Exercise data below:

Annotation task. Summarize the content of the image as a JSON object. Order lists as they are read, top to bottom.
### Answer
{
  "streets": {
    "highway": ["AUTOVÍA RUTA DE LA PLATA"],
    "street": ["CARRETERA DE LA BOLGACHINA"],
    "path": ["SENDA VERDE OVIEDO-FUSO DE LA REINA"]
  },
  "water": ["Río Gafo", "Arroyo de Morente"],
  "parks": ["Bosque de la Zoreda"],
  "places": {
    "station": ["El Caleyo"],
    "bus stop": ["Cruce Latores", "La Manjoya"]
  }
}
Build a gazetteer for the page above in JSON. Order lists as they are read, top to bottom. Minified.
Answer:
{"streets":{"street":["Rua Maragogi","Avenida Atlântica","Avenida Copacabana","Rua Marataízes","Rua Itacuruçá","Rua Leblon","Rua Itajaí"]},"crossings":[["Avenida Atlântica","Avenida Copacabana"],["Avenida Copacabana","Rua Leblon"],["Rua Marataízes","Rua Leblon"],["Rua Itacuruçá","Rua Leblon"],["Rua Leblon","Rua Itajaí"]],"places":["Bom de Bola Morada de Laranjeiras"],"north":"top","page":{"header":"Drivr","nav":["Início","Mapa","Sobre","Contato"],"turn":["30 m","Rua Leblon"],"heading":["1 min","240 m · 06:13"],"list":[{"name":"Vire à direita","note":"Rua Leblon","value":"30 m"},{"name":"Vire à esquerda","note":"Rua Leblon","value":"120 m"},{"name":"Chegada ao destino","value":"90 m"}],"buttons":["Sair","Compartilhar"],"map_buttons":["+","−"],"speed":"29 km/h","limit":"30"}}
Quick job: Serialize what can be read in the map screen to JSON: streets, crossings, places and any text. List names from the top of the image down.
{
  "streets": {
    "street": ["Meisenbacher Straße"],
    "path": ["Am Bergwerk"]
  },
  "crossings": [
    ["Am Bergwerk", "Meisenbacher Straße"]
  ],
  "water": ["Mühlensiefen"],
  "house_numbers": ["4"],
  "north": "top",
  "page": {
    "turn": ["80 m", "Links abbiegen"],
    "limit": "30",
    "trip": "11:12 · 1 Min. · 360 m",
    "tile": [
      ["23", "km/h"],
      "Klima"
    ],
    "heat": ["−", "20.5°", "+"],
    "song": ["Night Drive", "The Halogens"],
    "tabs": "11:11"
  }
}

End of Exercise data.

> **Task statement**: All of the entries above should be written out again exactly.

> **Exercise result**:
Annotation task. Summarize the content of the image as a JSON object. Order lists as they are read, top to bottom.
### Answer
{
  "streets": {
    "highway": ["AUTOVÍA RUTA DE LA PLATA"],
    "street": ["CARRETERA DE LA BOLGACHINA"],
    "path": ["SENDA VERDE OVIEDO-FUSO DE LA REINA"]
  },
  "water": ["Río Gafo", "Arroyo de Morente"],
  "parks": ["Bosque de la Zoreda"],
  "places": {
    "station": ["El Caleyo"],
    "bus stop": ["Cruce Latores", "La Manjoya"]
  }
}
Build a gazetteer for the page above in JSON. Order lists as they are read, top to bottom. Minified.
Answer:
{"streets":{"street":["Rua Maragogi","Avenida Atlântica","Avenida Copacabana","Rua Marataízes","Rua Itacuruçá","Rua Leblon","Rua Itajaí"]},"crossings":[["Avenida Atlântica","Avenida Copacabana"],["Avenida Copacabana","Rua Leblon"],["Rua Marataízes","Rua Leblon"],["Rua Itacuruçá","Rua Leblon"],["Rua Leblon","Rua Itajaí"]],"places":["Bom de Bola Morada de Laranjeiras"],"north":"top","page":{"header":"Drivr","nav":["Início","Mapa","Sobre","Contato"],"turn":["30 m","Rua Leblon"],"heading":["1 min","240 m · 06:13"],"list":[{"name":"Vire à direita","note":"Rua Leblon","value":"30 m"},{"name":"Vire à esquerda","note":"Rua Leblon","value":"120 m"},{"name":"Chegada ao destino","value":"90 m"}],"buttons":["Sair","Compartilhar"],"map_buttons":["+","−"],"speed":"29 km/h","limit":"30"}}
Quick job: Serialize what can be read in the map screen to JSON: streets, crossings, places and any text. List names from the top of the image down.
{
  "streets": {
    "street": ["Meisenbacher Straße"],
    "path": ["Am Bergwerk"]
  },
  "crossings": [
    ["Am Bergwerk", "Meisenbacher Straße"]
  ],
  "water": ["Mühlensiefen"],
  "house_numbers": ["4"],
  "north": "top",
  "page": {
    "turn": ["80 m", "Links abbiegen"],
    "limit": "30",
    "trip": "11:12 · 1 Min. · 360 m",
    "tile": [
      ["23", "km/h"],
      "Klima"
    ],
    "heat": ["−", "20.5°", "+"],
    "song": ["Night Drive", "The Halogens"],
    "tabs": "11:11"
  }
}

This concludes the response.